**Task to complete:**
Give back the whole listing exactly as written, pictures excluded.

Content starts

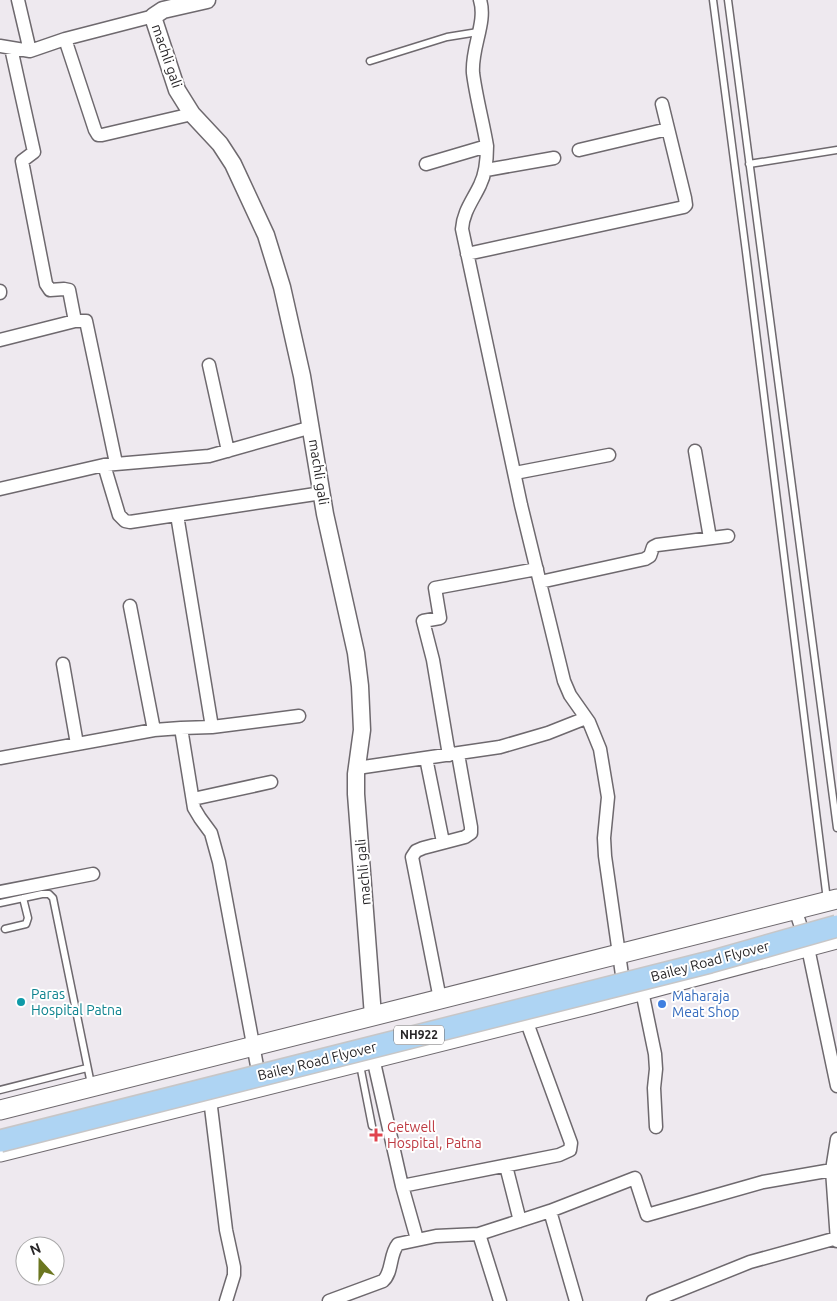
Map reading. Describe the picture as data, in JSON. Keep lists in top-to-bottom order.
{
  "streets": {
    "highway": ["Bailey Road Flyover", "NH922"],
    "street": ["machli gali"]
  },
  "places": {
    "other": ["Paras Hospital Patna", "Maharaja Meat Shop"],
    "health": ["Getwell Hospital, Patna"]
  },
  "north": "top"
}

Content ends

**Solution to this task:**
Map reading. Describe the picture as data, in JSON. Keep lists in top-to-bottom order.
{
  "streets": {
    "highway": ["Bailey Road Flyover", "NH922"],
    "street": ["machli gali"]
  },
  "places": {
    "other": ["Paras Hospital Patna", "Maharaja Meat Shop"],
    "health": ["Getwell Hospital, Patna"]
  },
  "north": "top"
}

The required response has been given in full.